**WHAT THIS TASK INVOLVES:**
Only one stretch of the data is wanted: the line containing "Quick job: Convert", the line containing "Task: Parse the", and every line between them, copied exactly.

====

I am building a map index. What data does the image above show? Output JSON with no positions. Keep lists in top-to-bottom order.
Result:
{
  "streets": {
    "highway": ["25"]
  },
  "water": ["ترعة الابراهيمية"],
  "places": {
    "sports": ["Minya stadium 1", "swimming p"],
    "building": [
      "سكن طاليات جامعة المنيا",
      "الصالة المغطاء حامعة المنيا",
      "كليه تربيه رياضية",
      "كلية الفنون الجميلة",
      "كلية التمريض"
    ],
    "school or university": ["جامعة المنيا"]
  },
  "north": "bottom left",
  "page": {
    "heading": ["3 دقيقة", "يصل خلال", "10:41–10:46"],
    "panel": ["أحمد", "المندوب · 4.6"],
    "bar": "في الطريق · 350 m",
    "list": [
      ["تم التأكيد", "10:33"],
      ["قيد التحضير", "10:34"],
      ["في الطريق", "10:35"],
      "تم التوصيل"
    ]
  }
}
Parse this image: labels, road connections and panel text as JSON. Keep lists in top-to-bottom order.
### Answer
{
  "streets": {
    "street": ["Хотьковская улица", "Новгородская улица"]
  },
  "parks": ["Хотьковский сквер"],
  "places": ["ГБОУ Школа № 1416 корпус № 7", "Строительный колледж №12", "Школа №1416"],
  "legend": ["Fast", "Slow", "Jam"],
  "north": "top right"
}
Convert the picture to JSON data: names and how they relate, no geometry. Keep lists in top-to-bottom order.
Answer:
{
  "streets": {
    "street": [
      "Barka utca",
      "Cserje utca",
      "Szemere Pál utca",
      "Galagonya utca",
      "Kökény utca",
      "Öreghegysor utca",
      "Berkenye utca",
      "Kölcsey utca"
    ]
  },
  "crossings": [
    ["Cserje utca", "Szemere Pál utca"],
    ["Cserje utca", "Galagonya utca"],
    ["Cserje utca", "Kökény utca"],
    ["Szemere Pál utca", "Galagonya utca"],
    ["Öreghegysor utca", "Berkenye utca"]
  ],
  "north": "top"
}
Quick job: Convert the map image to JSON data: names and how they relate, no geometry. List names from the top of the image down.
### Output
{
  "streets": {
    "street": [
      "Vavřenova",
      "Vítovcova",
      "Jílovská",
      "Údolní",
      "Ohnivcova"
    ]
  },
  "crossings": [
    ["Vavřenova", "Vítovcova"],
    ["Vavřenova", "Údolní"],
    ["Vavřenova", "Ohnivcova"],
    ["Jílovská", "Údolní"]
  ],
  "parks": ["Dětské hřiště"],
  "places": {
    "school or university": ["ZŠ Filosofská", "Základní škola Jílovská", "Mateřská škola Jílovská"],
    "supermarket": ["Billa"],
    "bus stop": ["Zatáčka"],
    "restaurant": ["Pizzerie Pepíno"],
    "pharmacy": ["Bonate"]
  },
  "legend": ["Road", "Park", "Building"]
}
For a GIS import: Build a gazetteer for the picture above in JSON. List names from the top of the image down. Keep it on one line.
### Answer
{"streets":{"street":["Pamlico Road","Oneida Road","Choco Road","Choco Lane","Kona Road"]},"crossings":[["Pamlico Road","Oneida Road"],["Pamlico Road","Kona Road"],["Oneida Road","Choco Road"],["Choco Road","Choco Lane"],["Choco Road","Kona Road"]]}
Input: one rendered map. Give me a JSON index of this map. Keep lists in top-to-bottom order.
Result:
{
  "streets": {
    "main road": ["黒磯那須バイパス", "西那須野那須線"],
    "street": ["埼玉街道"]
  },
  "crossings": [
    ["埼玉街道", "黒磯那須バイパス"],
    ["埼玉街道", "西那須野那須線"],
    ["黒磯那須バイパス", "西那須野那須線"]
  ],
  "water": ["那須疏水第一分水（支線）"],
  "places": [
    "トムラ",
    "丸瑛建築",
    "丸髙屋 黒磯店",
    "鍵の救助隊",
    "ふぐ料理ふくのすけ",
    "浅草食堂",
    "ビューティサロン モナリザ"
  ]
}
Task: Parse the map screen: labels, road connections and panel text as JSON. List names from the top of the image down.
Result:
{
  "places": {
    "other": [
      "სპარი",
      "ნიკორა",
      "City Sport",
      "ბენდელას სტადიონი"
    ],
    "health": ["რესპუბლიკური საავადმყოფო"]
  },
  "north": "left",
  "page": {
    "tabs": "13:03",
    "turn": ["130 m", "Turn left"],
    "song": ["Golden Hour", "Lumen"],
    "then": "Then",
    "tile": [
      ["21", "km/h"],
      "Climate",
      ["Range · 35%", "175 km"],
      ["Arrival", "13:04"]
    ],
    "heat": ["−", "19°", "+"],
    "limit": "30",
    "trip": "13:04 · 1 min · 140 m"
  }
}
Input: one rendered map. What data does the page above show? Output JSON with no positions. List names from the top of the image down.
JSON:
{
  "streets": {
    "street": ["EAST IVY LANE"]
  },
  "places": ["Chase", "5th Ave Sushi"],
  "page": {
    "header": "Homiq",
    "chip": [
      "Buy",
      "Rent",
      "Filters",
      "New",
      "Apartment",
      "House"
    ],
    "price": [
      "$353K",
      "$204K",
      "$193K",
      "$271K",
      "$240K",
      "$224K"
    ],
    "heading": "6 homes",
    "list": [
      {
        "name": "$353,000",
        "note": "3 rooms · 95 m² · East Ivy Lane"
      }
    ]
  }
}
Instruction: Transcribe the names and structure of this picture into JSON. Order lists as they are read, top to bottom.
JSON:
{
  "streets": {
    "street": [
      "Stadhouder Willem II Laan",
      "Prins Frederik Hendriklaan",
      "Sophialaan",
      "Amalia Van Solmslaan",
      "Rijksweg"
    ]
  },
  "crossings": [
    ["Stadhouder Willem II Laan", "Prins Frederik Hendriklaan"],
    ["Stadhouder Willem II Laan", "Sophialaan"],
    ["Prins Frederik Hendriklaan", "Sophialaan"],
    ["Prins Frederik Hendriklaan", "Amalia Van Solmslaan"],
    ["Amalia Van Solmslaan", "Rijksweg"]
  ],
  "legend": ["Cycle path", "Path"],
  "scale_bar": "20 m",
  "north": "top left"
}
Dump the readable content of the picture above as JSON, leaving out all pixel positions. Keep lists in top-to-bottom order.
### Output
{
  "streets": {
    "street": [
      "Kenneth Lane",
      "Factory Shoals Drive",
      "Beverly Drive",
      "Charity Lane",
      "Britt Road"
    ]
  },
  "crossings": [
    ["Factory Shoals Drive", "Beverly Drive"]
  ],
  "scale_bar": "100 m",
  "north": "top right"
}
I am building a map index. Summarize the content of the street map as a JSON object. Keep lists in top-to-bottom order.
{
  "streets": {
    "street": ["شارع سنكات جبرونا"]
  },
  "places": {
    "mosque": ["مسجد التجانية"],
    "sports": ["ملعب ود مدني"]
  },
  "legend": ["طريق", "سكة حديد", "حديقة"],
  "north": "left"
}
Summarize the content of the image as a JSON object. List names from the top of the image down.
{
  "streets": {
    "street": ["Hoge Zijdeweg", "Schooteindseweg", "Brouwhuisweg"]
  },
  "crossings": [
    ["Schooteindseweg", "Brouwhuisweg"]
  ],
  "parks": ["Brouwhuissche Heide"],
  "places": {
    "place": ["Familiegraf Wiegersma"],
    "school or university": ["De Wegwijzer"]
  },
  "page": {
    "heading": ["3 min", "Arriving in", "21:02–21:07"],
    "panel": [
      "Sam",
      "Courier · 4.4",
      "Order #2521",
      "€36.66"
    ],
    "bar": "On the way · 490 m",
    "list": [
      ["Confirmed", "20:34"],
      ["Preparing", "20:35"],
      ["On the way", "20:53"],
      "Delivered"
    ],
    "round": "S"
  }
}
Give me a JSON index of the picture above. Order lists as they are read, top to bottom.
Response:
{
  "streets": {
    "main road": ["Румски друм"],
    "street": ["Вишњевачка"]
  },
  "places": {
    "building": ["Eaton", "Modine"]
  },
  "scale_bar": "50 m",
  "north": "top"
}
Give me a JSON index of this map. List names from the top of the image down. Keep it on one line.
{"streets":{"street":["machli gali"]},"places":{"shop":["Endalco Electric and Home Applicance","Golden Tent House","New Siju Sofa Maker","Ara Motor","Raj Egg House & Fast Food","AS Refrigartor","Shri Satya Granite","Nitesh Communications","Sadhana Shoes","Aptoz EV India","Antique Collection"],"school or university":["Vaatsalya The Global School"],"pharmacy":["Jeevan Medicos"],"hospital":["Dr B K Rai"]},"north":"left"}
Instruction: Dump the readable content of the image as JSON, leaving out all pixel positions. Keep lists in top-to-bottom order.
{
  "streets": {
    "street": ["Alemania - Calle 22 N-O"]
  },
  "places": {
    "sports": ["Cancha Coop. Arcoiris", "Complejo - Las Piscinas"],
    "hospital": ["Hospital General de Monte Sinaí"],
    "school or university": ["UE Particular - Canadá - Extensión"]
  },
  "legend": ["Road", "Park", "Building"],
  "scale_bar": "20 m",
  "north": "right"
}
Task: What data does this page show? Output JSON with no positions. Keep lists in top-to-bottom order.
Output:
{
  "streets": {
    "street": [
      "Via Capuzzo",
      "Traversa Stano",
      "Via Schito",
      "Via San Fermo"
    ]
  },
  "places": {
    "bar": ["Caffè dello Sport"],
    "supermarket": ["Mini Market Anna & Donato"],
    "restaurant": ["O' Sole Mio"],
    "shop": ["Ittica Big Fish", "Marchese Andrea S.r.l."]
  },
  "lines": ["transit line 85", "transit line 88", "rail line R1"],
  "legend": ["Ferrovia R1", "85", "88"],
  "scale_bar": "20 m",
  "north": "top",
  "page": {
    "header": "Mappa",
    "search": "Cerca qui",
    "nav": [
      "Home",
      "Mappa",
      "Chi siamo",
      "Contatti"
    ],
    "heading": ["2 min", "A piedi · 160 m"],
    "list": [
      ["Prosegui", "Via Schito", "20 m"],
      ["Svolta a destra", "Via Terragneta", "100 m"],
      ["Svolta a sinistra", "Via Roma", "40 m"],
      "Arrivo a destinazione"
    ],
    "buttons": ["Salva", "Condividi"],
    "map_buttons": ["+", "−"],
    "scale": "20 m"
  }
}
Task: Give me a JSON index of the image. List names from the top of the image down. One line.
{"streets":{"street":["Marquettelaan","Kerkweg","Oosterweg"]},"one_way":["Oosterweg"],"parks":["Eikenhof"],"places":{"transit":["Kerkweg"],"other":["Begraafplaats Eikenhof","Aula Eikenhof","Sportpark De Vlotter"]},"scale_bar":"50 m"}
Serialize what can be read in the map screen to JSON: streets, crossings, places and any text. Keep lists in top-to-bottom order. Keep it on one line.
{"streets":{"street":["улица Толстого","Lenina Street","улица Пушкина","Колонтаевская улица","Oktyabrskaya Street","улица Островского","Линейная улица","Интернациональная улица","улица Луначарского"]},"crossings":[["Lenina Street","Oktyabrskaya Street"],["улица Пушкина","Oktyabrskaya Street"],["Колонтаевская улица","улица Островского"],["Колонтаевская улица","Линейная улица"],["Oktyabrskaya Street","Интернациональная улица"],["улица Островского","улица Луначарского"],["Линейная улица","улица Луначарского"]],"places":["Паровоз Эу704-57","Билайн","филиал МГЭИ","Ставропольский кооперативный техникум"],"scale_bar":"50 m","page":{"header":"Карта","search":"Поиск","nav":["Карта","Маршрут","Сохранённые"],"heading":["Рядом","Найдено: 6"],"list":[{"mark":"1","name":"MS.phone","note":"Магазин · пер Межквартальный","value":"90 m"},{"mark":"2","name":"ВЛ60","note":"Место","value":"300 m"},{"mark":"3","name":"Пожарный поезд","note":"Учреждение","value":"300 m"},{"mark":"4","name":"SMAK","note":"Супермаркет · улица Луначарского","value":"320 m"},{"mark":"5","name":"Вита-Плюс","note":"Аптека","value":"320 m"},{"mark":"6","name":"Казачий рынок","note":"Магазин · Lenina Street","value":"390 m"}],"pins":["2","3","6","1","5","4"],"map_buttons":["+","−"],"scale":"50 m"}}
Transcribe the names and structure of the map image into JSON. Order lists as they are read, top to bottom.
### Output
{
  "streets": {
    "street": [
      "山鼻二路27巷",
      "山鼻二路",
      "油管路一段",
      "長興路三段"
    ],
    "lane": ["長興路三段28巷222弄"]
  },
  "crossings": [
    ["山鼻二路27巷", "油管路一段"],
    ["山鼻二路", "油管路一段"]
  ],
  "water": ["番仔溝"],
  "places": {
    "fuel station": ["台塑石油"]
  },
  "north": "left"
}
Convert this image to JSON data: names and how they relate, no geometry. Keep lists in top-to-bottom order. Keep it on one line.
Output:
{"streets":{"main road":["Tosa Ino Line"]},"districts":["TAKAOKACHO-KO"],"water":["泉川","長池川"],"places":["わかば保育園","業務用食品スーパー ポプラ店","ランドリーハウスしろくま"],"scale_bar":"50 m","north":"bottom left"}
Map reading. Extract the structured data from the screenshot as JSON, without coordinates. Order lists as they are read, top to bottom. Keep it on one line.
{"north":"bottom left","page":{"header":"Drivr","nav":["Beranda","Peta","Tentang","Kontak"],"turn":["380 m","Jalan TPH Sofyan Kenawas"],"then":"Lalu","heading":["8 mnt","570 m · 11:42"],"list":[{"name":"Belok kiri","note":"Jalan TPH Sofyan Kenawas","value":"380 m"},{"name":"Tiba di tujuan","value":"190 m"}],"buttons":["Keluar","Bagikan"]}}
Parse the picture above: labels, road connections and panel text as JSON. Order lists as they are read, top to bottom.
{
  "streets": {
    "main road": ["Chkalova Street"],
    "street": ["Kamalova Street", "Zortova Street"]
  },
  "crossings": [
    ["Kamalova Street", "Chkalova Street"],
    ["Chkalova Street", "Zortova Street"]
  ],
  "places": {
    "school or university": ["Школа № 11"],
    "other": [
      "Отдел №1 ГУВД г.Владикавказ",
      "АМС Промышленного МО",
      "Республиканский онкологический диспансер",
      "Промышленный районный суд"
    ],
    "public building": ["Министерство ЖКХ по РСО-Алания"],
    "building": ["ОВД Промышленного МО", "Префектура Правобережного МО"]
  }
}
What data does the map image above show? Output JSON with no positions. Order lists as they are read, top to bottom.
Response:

====

**ANSWER TO THE PROBLEM:**
Quick job: Convert the map image to JSON data: names and how they relate, no geometry. List names from the top of the image down.
### Output
{
  "streets": {
    "street": [
      "Vavřenova",
      "Vítovcova",
      "Jílovská",
      "Údolní",
      "Ohnivcova"
    ]
  },
  "crossings": [
    ["Vavřenova", "Vítovcova"],
    ["Vavřenova", "Údolní"],
    ["Vavřenova", "Ohnivcova"],
    ["Jílovská", "Údolní"]
  ],
  "parks": ["Dětské hřiště"],
  "places": {
    "school or university": ["ZŠ Filosofská", "Základní škola Jílovská", "Mateřská škola Jílovská"],
    "supermarket": ["Billa"],
    "bus stop": ["Zatáčka"],
    "restaurant": ["Pizzerie Pepíno"],
    "pharmacy": ["Bonate"]
  },
  "legend": ["Road", "Park", "Building"]
}
For a GIS import: Build a gazetteer for the picture above in JSON. List names from the top of the image down. Keep it on one line.
### Answer
{"streets":{"street":["Pamlico Road","Oneida Road","Choco Road","Choco Lane","Kona Road"]},"crossings":[["Pamlico Road","Oneida Road"],["Pamlico Road","Kona Road"],["Oneida Road","Choco Road"],["Choco Road","Choco Lane"],["Choco Road","Kona Road"]]}
Input: one rendered map. Give me a JSON index of this map. Keep lists in top-to-bottom order.
Result:
{
  "streets": {
    "main road": ["黒磯那須バイパス", "西那須野那須線"],
    "street": ["埼玉街道"]
  },
  "crossings": [
    ["埼玉街道", "黒磯那須バイパス"],
    ["埼玉街道", "西那須野那須線"],
    ["黒磯那須バイパス", "西那須野那須線"]
  ],
  "water": ["那須疏水第一分水（支線）"],
  "places": [
    "トムラ",
    "丸瑛建築",
    "丸髙屋 黒磯店",
    "鍵の救助隊",
    "ふぐ料理ふくのすけ",
    "浅草食堂",
    "ビューティサロン モナリザ"
  ]
}
Task: Parse the map screen: labels, road connections and panel text as JSON. List names from the top of the image down.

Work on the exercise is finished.